When I was little, my brother and I used to spend our days rocking back and forth on the porch swing at my grandmother’s house. Its emerald green structure and plaid pillows acted as our private jet. I would touch my feet to the ground, just to get a head start, and then set us free. And we would drift in the air, effortless and unbound. Both of us would squeeze our eyes shut, letting the wings of the swing carry us to new places. Disney World, our home town, and carnivals, anything we could dream up. I look back and see that all of those days were simple, I could create my own dreams, and then go there. Each time my brother and I sat on that swing, I can remember a part of me letting go, releasing itself into the surrounding world, for everyone to see. There was something wonderful about being able to sit and let the air brush the backside of your ears. It made everything ok. It made everything transparent. But, the greatest of all things was that I lived every moment on that swing with gusto and spunk because I didn’t care. I didn’t care what we were going to have for lunch that day, or where we would go tomorrow, or where I would be in five years. I didn’t worry about when I would let my soul live, it just happened. The only things I cared about were on that swing. And right then, I felt liberated.

Everything is different now that we’ve grown. It seems we’ve lost the joy that once existed on that swing as kids. Sometimes I go back in time and don’t understand how it all can slip past you so quickly. Just nine years ago, I was seven, my brother was five, and though we were unaware of it, we were absolutely free. Free from adult thoughts of the future, and what to make of it. Free from the binding aspects of life. Free from worry and obligation, and most importantly, free from becoming older and letting that moment on the swing slip away into the back of our memories. Before long, I realized I had forgotten what it felt like to stretch my arms out on a warm day and let my skin drink up the sun. I had forgotten what it felt like to run up and down a field for hours, hoping the clouds wouldn’t catch us. I had long ago forgotten how it felt when my hair pranced along my neck in midair, while planted on the green plaid airplane.
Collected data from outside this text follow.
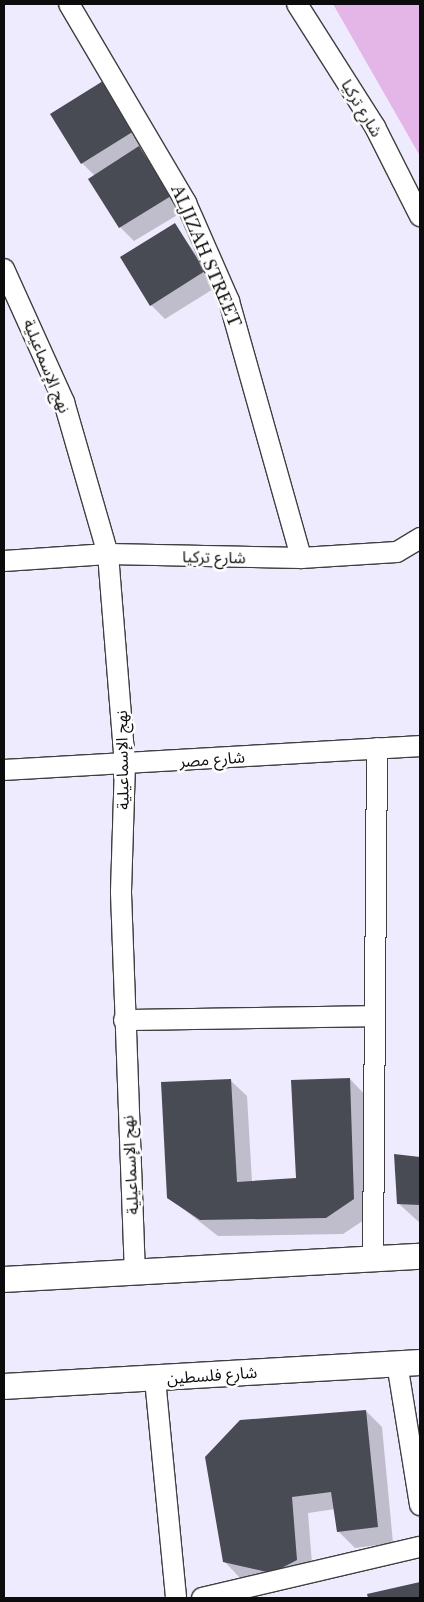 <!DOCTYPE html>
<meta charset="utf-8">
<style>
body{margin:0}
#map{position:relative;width:424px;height:1602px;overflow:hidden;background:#efebfe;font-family:"Libre Baskerville","Noto Sans Arabic",serif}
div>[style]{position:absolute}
.green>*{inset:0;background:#e3b6e7}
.shadow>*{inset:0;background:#0003}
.building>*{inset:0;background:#484a54}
.roads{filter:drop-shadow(1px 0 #3f3f3f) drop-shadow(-1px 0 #3f3f3f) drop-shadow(0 1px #3f3f3f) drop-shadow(0 -1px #3f3f3f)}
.minor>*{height:20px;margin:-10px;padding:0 10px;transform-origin:10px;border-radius:10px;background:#fff}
.tertiary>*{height:25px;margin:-12.5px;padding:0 12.5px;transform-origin:12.5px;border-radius:12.5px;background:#fff}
span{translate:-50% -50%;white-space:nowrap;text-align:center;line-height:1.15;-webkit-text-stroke:5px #fff;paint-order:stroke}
.street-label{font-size:16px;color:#0c0c0c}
.frame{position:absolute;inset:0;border:5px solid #0c0c0c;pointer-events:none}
</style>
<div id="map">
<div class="green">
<div style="clip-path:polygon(333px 4px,420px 4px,420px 156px)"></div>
</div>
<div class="shadow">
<div style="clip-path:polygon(103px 83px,147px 145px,140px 149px,184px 211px,134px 241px,120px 227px,90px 179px,95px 176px,82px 163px)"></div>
<div style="clip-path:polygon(175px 225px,218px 286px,165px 319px,151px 305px)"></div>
<div style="clip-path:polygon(350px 1079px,366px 1096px,370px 1216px,343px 1234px,218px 1236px,168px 1197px,230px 1080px,247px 1096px,252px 1182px,297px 1179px)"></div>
<div style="clip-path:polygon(395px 1155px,420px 1158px,420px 1223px,398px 1203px)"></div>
<div style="clip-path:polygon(366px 1411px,382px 1427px,393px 1543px,355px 1548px,338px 1531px,335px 1509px,308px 1513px,313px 1577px,289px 1589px,240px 1578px,224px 1561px)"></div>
<div style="clip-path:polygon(420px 1583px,420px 1598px,369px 1598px,368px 1595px)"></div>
</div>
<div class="building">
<div style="clip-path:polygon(103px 81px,134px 131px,81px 164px,50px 114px)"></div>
<div style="clip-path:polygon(139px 146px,171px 196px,119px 228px,88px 179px)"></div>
<div style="clip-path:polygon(175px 223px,205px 271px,150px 306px,120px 257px)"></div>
<div style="clip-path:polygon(350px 1078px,354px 1199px,326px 1218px,200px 1220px,167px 1198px,161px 1082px,231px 1079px,237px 1182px,296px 1178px,291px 1080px)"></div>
<div style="clip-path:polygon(394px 1154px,420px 1157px,420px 1205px,397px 1204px)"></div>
<div style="clip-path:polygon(366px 1410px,378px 1527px,337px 1532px,331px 1492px,292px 1497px,297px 1560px,272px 1573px,223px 1562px,205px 1457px,240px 1420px)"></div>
<div style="clip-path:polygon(420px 1582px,420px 1598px,368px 1598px,367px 1594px)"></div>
</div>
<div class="roads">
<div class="minor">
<div style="left:69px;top:4px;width:231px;rotate:59.5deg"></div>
<div style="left:186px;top:203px;width:107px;rotate:66.3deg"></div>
<div style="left:229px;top:301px;width:267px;rotate:74.3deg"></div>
<div style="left:297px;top:4px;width:146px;rotate:57.6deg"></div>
<div style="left:375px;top:127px;width:100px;rotate:63.2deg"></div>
<div style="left:4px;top:269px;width:146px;rotate:65.7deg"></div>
<div style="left:64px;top:402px;width:158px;rotate:73.9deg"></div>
<div style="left:108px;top:554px;width:211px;rotate:85.4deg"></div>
<div style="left:125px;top:764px;width:129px;rotate:91.8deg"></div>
<div style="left:121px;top:893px;width:378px;rotate:87.9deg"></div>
<div style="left:4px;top:561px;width:104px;rotate:-3.9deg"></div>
<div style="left:108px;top:554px;width:193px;rotate:1.2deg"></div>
<div style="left:301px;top:558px;width:96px;rotate:-3.6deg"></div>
<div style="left:397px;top:552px;width:27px;rotate:-31deg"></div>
<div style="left:4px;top:770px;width:417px;rotate:-3.3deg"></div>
<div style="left:124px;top:1020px;width:249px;rotate:-0.9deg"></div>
<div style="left:373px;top:1259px;width:511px;rotate:-89.55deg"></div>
<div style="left:397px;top:1363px;width:144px;rotate:80.8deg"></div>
<div style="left:155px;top:1379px;width:220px;rotate:84.5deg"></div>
<div style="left:202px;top:1598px;width:224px;rotate:-13.2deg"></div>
</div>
<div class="tertiary">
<div style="left:4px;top:1279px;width:417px;rotate:-3.2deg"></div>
<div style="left:4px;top:1386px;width:417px;rotate:-3.3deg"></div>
</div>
</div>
<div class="street-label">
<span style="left:362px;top:108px;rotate:59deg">شارع تركيا</span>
<span style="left:206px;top:256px;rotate:67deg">ALJIZAH STREET</span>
<span style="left:47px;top:366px;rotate:68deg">نهج الإسماعيلية</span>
<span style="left:214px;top:557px;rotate:1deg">شارع تركيا</span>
<span style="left:212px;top:759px;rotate:-4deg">شارع مصر</span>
<span style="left:122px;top:760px;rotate:-91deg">نهج الإسماعيلية</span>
<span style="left:130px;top:1165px;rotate:-93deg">نهج الإسماعيلية</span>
<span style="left:212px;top:1375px;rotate:-4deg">شارع فلسطين</span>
</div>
<div class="frame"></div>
</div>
Each of us looks back on the life we have lived, hoping that it was enough, hoping that what we have done, what we have said, and what we have felt somehow changed one person. Whether that person be a friend, a family member, or a stranger. I want to know that I have done something to make this world remember me. I want to know that I have unleashed my soul and let it free, totally and incredibly fearless. I think that we get caught up in the realness of life, never concentrating on the wonderful things we have around us. We always look ahead, never pausing in the moment to take a breath and enjoy what we have made for ourselves and what has been made for us.

Life is a series of short moments, snippets of memory that dog-pile on each other to make one lump. Some of those memories may be connected; some may have absolutely no relevance. But, the truth is, the only way to know that you have made an impact on this world is by becoming the person you have always wanted to be and by living each moment you have to the fullest. So that when you look back on your life, you see each snippet of your life, each tiny moment, like a sticky day on the swing, and you know you were free. Enjoy what you have and love what you are given. Too often do people leave this Earth with their music still in them. Each of them hoping to unfasten those bolts and screws securing them to the conservative, unenterprising world. They never give themselves a chance to be reckless and wild. Don’t leave yourself waiting for the right time to unleash your tune, until it is too late. Let momentum catch up with you, and fling yourself into the air, letting the air cushion you like a rickety old swing. Travel to anywhere and everywhere and set your soul free.